#### DATA FOR THIS TASK
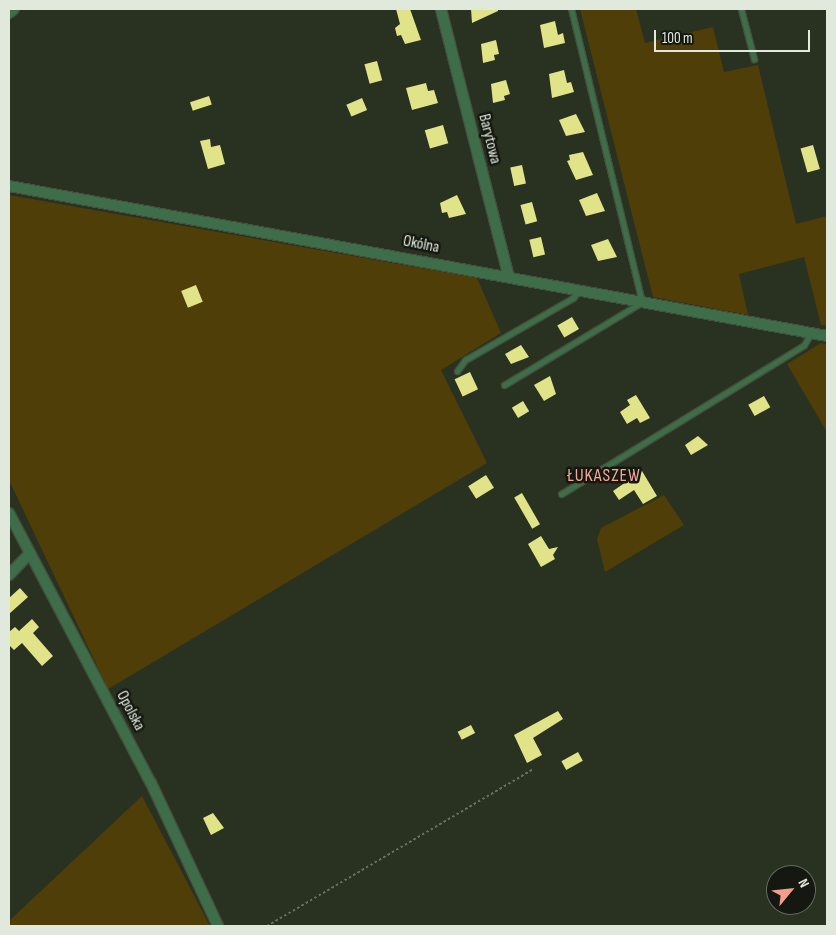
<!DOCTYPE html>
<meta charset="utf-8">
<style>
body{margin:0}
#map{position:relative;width:836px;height:935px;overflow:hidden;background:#293220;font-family:"Sofia Sans Condensed",sans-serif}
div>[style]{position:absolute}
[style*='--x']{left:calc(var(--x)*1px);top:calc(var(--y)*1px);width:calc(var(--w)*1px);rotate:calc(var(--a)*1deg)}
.green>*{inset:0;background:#4f3e08}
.building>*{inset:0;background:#e0e388;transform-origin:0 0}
.path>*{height:2px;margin-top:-1px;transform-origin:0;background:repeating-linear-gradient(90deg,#697262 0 2.5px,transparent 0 5px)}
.roads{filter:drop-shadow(1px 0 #464f3e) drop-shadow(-1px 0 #464f3e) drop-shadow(0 1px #464f3e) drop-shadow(0 -1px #464f3e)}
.lane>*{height:5px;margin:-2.5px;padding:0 2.5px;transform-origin:2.5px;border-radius:2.5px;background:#3e6e49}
.street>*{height:10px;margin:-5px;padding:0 5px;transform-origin:5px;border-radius:5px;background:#3e6e49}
span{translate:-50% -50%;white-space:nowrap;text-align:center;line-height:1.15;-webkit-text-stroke:5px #141810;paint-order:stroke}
.street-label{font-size:16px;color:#e1e8dc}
.neighbourhood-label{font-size:18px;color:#f9a798;letter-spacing:1px}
.frame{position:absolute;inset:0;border:10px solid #e1e8dc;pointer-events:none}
.north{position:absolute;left:766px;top:865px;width:50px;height:50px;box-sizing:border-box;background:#141810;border:1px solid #666b62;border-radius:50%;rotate:62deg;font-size:14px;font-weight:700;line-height:20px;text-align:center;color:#e1e8dc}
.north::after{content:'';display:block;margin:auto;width:18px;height:22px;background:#f49d8d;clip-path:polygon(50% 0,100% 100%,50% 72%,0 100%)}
.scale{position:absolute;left:654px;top:30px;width:156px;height:22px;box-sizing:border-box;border:2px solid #e1e8dc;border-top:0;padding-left:6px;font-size:15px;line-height:18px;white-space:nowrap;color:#e1e8dc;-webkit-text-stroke:4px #141810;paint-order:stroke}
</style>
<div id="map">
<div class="green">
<div style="clip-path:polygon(580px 9px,636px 9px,645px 43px,713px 27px,724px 72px,758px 65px,796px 224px,827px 216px,827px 326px,821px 325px,804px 257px,739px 274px,748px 315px,653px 297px)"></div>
<div style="clip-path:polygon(9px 195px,477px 278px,501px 333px,441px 370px,487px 463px,108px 689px,9px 480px)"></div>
<div style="clip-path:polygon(821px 343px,827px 344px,827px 432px,787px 364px)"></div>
<div style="clip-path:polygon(664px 495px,684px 525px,605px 572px,597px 539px,601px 528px)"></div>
<div style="clip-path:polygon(142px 796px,210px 926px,9px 926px,9px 921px)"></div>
</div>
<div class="building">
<div style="clip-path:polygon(396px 9px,410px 9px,421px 40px,405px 44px,401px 35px,397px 36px,395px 28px,400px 24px)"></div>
<div style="clip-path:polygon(471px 9px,498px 9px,498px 11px,472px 23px)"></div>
<div style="clip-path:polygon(555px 21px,558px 35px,563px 33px,565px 43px,544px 48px,540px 25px)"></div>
<div style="clip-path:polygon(496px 40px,499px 54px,494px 55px,495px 60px,483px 63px,481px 44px)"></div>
<div style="left:377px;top:61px;width:20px;height:13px;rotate:75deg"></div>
<div style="clip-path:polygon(564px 70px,567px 83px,571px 82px,574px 92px,552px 98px,549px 74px)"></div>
<div style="clip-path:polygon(506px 80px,510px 94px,504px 96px,505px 100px,493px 103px,491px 84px)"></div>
<div style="clip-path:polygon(426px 83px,428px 91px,434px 90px,438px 103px,412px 110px,406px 88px)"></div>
<div style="left:209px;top:96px;width:9px;height:20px;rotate:72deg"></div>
<div style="left:362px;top:98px;width:13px;height:17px;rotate:67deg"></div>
<div style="clip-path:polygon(576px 114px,585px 132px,566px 136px,559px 120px)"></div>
<div style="left:443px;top:125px;width:19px;height:19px;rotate:74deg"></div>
<div style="clip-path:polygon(210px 139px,211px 147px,220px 145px,225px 164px,208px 169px,200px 141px)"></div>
<div style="left:813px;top:145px;width:25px;height:13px;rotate:74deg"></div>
<div style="clip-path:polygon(583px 152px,593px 175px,576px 180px,567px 161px,570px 160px,569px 155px)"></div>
<div style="left:522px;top:165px;width:19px;height:12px;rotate:78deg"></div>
<div style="clip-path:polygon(597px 193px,605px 211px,586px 216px,579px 200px)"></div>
<div style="clip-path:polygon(457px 195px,466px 214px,449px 218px,447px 212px,442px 213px,440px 203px)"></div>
<div style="left:532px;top:202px;width:20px;height:12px;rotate:75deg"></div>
<div style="left:541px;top:237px;width:18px;height:12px;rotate:77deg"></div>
<div style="clip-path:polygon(608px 239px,617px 257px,598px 261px,591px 245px)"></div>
<div style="left:196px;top:285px;width:18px;height:16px;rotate:68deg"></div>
<div style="left:572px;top:317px;width:14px;height:17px;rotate:60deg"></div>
<div style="clip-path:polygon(521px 345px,529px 357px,511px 364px,505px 354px)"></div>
<div style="left:470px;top:372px;width:19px;height:17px;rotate:65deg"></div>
<div style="clip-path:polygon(550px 376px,556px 394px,544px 401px,534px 385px)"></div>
<div style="clip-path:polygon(636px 395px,650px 418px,640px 423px,637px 418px,627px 424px,620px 412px,630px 405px,627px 400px)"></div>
<div style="left:764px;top:396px;width:13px;height:18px;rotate:61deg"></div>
<div style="left:523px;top:401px;width:12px;height:13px;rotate:59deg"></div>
<div style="clip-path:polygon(698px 436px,708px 445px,691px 455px,685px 445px)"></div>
<div style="clip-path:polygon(642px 471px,657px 496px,643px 504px,634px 490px,619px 500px,613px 491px)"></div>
<div style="left:486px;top:475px;width:15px;height:21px;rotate:58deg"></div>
<div style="left:522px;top:493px;width:36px;height:9px;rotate:60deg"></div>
<div style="clip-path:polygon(541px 536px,549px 549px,558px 547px,553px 555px,555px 559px,541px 567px,528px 544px)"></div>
<div style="clip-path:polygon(20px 588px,28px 597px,9px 614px,9px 598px)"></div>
<div style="clip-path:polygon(32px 619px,39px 627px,33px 633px,53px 656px,42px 666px,22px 643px,14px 650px,9px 645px,9px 632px,15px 627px,19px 631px)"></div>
<div style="clip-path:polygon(558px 711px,563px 719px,533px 738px,542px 755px,527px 763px,514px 735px)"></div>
<div style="left:471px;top:725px;width:9px;height:15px;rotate:63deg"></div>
<div style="left:578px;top:752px;width:10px;height:19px;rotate:61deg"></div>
<div style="clip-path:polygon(213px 813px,224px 828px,211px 835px,203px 818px)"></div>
</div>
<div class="path">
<div style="--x:267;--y:926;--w:308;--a:-30.5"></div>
</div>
<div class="roads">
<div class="lane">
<div style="--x:741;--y:9;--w:52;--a:75.4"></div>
<div style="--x:457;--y:371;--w:14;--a:-54"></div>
<div style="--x:465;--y:360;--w:125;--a:-29.9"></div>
<div style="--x:573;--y:298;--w:10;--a:-53"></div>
<div style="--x:504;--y:385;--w:161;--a:-31"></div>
<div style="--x:642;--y:302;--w:301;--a:-103.6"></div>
<div style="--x:561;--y:494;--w:285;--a:-31.5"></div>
<div style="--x:804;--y:345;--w:14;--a:-60"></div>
</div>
<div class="street">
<div style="--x:441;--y:9;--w:276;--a:75.8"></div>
<div style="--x:9;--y:13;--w:6;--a:-39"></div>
<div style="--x:9;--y:186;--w:832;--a:10.39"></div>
<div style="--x:9;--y:513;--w:305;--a:62.3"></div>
<div style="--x:151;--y:783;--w:158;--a:64.9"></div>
<div style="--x:9;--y:575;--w:29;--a:-46"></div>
</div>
</div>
<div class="street-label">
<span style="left:489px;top:139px;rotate:76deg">Barytowa</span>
<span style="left:421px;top:245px;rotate:11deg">Okólna</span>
<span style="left:130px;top:711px;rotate:62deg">Opolska</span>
</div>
<div class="neighbourhood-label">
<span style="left:604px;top:476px">ŁUKASZEW</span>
</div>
<div class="frame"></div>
<div class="north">N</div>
<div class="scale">100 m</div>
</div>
########
TASK STATEMENT: Please return only the lines from the top of the data through the line with "0 #464f3e) drop-shadow(-1px", exactly as written, and drop every picture.

RESPONSE TO THIS EXERCISE:
<!DOCTYPE html>
<meta charset="utf-8">
<style>
body{margin:0}
#map{position:relative;width:836px;height:935px;overflow:hidden;background:#293220;font-family:"Sofia Sans Condensed",sans-serif}
div>[style]{position:absolute}
[style*='--x']{left:calc(var(--x)*1px);top:calc(var(--y)*1px);width:calc(var(--w)*1px);rotate:calc(var(--a)*1deg)}
.green>*{inset:0;background:#4f3e08}
.building>*{inset:0;background:#e0e388;transform-origin:0 0}
.path>*{height:2px;margin-top:-1px;transform-origin:0;background:repeating-linear-gradient(90deg,#697262 0 2.5px,transparent 0 5px)}
.roads{filter:drop-shadow(1px 0 #464f3e) drop-shadow(-1px 0 #464f3e) drop-shadow(0 1px #464f3e) drop-shadow(0 -1px #464f3e)}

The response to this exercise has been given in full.